Further, the fact that states continue to debate whether incel-related attacks and acts of deadly misogynist violence should be classified as terrorism is symbolic. While there is significant variation in global definitions of terrorism, it is widely recognised as a public act of violence intended to provoke a state of terror and intimidate a group or population. Despite overwhelming evidence of the incel attackers’ ideological motivations; the use of violence in pursuit of a political aim; and the dissemination of manifestos and live-streams to make a public statement and cause fear and disruption – all characteristics of a terrorist act – governments are still reluctant to recognise this violence for what it is. One exception lies with Canada who, in 2020, announced its first incel-related terror charge against a seventeen-year-old male who stabbed a woman to death in Toronto.

Addressing the ever-evolving threat of male supremacist violence and the culture of “violence, heroism, and terror” nourished on the alt-right manosphere will require a collaborative and interdisciplinary approach involving a wide range of voices. At a policy level, nebulous parameters surrounding legal definitions of terrorism and violent extremism and governmental hesitation to include incel-related violence in counter-terrorism frameworks have knock-on effects on tech companies’ efforts to develop P/CVE moderation policies to address misogynist content. Eviane Leidig at the ICCT called for a systematic approach and the establishment of industry standards to “ensure cross-platform posting behaviour is appropriately monitored and examined.” At the same time, further difficulties lie in identifying, labelling and removing content from amorphous online movements with no official membership or terrorist designation in comparison to coherent branded groups like Islamic State or Atomwaffen Division. It is up to the academic community to help identify how online trends manifest from highly decentralised groups, and what policy jurisdictions this online abuse falls under to better label and remove this type of content.

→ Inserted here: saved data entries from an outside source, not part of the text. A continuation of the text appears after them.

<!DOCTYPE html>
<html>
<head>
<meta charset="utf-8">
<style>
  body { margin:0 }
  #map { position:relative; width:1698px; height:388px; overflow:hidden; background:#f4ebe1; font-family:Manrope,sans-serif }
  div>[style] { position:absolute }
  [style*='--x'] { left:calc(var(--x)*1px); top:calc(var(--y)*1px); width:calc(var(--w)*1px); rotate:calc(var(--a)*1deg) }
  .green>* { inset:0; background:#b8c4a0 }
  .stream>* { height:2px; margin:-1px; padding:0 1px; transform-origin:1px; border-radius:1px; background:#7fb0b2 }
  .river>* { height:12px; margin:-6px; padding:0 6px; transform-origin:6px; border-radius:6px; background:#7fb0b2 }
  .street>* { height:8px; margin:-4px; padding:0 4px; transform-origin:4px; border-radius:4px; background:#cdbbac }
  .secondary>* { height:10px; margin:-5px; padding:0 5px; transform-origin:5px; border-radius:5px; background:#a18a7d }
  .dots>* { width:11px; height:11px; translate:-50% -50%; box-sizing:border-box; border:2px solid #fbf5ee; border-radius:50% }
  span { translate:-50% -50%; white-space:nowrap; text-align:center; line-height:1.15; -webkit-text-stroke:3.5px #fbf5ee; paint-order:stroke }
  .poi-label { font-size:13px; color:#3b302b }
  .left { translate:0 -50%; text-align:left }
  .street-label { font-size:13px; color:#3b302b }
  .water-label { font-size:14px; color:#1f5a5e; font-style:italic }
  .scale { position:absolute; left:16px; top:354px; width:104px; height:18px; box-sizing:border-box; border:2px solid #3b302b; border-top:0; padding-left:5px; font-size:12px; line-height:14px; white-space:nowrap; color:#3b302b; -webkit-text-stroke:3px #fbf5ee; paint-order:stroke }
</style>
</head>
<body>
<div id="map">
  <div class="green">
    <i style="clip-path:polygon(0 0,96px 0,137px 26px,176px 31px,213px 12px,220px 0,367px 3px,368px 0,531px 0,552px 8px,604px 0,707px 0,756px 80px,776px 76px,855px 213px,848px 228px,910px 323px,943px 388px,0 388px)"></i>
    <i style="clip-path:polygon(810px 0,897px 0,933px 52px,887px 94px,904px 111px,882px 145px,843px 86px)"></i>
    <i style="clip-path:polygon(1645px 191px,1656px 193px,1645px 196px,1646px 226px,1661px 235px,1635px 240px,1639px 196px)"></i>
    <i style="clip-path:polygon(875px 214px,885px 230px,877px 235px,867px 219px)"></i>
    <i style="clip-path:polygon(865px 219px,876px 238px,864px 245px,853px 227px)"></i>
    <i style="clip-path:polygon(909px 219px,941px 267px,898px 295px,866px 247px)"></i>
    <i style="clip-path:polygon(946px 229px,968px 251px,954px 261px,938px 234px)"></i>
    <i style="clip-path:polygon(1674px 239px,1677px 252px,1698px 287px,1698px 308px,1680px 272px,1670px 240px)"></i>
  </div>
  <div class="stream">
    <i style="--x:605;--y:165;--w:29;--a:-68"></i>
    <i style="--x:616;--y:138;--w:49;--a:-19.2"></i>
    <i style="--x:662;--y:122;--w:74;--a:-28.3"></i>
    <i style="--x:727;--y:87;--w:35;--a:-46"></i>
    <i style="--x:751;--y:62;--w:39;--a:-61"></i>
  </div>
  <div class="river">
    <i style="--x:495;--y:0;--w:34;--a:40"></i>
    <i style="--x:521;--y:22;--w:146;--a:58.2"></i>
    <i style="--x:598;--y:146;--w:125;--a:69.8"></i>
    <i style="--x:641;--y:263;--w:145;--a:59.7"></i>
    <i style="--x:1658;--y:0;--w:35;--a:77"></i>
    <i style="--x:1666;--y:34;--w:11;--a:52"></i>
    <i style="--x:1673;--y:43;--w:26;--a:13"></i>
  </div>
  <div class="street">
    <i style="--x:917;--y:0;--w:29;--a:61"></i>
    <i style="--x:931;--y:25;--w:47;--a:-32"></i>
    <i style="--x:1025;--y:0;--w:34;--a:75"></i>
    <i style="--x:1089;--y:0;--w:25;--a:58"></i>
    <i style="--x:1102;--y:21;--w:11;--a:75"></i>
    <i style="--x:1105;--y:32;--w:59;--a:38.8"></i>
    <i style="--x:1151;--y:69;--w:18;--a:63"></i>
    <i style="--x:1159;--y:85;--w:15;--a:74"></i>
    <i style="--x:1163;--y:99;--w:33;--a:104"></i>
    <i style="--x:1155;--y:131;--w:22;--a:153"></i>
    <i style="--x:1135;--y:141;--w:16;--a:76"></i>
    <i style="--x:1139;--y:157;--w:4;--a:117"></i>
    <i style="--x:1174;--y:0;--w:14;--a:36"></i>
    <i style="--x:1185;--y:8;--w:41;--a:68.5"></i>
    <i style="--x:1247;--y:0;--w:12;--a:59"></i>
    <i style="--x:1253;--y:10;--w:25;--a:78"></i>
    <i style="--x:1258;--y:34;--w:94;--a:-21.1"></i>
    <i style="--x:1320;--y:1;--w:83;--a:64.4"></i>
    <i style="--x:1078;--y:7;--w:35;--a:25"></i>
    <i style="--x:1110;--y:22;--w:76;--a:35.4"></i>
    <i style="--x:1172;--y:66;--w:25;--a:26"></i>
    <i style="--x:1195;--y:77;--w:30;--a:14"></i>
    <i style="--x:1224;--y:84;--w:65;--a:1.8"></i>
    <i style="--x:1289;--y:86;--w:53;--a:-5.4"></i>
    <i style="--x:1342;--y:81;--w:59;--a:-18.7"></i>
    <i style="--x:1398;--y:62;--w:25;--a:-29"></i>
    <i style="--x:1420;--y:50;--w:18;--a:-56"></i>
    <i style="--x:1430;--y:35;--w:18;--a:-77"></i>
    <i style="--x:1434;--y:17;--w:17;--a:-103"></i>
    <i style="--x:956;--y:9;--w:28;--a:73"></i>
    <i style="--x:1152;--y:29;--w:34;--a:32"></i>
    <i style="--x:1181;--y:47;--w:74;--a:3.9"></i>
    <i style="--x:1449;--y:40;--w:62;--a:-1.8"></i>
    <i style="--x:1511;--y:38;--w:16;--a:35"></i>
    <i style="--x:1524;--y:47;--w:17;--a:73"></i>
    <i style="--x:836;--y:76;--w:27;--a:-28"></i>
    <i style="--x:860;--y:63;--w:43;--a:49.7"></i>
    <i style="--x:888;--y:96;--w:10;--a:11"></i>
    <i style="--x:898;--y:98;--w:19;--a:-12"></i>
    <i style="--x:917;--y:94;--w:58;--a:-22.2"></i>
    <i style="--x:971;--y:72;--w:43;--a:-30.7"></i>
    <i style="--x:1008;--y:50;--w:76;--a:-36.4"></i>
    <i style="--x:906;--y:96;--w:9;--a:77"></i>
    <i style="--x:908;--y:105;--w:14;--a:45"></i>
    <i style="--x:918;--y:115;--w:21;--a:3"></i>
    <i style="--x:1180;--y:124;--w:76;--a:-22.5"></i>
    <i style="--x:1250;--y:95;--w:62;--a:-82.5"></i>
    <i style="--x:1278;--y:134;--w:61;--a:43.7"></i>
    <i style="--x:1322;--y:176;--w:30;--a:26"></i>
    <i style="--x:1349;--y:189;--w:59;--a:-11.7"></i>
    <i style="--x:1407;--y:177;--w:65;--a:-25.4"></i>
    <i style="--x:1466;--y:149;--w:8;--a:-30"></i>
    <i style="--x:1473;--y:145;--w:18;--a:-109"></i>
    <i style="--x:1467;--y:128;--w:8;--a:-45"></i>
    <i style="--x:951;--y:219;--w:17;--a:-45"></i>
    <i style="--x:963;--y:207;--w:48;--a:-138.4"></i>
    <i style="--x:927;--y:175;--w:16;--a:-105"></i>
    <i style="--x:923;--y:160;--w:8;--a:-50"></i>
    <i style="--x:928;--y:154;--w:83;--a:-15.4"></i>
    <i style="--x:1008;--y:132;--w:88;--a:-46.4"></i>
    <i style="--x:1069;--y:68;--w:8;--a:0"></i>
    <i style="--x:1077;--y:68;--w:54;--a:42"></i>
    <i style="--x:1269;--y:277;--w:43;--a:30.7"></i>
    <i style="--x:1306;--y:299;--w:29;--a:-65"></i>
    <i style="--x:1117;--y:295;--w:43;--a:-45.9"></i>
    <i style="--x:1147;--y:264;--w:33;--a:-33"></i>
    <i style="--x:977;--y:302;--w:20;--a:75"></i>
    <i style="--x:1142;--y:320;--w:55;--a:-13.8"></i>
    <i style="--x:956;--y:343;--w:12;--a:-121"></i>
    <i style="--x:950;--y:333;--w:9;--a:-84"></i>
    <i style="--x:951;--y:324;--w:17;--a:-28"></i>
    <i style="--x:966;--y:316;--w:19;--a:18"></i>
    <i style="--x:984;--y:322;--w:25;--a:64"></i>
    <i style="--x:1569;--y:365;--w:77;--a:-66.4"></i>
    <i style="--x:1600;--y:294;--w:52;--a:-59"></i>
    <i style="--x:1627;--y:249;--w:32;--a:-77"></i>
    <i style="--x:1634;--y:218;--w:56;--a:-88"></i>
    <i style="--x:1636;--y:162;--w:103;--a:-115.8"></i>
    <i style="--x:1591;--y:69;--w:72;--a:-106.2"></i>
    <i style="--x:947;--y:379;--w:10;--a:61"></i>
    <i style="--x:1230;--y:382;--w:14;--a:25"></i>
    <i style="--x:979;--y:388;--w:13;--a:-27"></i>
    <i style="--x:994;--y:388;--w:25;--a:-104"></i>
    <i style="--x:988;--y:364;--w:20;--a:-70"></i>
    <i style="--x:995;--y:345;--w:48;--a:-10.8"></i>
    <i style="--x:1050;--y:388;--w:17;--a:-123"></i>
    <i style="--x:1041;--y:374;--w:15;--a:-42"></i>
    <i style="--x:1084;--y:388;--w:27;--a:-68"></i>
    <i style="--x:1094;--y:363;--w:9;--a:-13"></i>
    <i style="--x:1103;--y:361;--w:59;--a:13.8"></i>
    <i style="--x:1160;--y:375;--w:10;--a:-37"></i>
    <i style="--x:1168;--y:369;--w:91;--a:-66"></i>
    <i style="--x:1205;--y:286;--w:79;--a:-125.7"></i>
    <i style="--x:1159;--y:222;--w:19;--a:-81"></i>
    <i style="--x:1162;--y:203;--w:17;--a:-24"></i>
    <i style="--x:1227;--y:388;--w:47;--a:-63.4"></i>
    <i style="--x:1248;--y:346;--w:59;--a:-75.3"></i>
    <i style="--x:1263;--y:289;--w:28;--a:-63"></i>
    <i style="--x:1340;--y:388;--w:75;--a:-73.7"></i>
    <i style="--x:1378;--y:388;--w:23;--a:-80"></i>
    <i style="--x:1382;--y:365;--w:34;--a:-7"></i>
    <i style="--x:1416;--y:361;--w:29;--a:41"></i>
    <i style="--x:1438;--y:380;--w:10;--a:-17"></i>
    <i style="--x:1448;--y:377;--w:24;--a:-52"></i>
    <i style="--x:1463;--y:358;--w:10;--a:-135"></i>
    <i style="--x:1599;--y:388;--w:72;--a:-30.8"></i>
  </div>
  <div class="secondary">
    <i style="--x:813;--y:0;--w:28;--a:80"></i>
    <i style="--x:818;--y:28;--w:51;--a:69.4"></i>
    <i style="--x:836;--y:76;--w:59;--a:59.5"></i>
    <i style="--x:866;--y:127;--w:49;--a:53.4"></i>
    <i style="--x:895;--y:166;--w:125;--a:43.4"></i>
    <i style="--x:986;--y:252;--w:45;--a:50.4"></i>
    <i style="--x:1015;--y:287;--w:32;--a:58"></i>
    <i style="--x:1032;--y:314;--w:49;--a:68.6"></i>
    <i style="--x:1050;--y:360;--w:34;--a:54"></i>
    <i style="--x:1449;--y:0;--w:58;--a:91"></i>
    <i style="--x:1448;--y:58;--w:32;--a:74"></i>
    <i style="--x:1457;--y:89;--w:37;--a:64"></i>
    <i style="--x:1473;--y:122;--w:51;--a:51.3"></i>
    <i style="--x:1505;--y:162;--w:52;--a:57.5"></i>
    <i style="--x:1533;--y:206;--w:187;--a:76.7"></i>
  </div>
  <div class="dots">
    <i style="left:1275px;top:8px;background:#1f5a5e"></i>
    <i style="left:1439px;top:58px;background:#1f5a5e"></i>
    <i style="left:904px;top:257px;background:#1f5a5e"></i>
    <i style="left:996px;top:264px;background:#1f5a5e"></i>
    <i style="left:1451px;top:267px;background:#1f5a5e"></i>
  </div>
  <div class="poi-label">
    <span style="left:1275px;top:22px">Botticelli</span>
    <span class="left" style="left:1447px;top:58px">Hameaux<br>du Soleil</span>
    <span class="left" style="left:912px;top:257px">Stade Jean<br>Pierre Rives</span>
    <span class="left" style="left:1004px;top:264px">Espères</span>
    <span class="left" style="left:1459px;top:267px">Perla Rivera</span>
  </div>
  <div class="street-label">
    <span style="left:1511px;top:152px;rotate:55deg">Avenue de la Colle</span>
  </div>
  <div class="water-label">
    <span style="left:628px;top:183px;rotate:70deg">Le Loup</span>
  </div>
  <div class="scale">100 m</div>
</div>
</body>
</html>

While it must be noted that misogynist or male supremacist violence does not currently pose a major threat to national security, it represents a “new kind of danger, a testament to the power of online communities to radicalise.” With regards to how violent misogyny finds refuge in the online space, tech companies should be encouraged to take responsibility for the role played by social media platforms in the creation of extreme, homogeneous echo chambers and the “promulgation and amplification” of terrorist and violent extremist content (TVEC). The same amount of rigour should be applied to moderating violent misogynist content as other forms of TVEC. Recent innovations in artificial intelligence, such as Jigsaw’s tool Perspective, use machine learning to identify and measurably reduce toxic language and encourage healthy dialogue across a range of digital platforms. As the scope of Perspective expands, developers are engaging with ways to “broaden the capabilities of machine learning models to detect more nuanced forms of toxicity such as misogyny and doxing.”

While antifeminist hate speech and violent misogyny are often personal in tone, they are “most productively understood as a political phenomenon.” Curbing both online and actual violence against women is possible, but will require a fundamental discursive and societal shift – one in which violent misogyny is understood as a form of extreme political violence in and of itself, not just a fringe phenomenon or a ‘gateway drug’ to other ostensibly more extreme ideologies.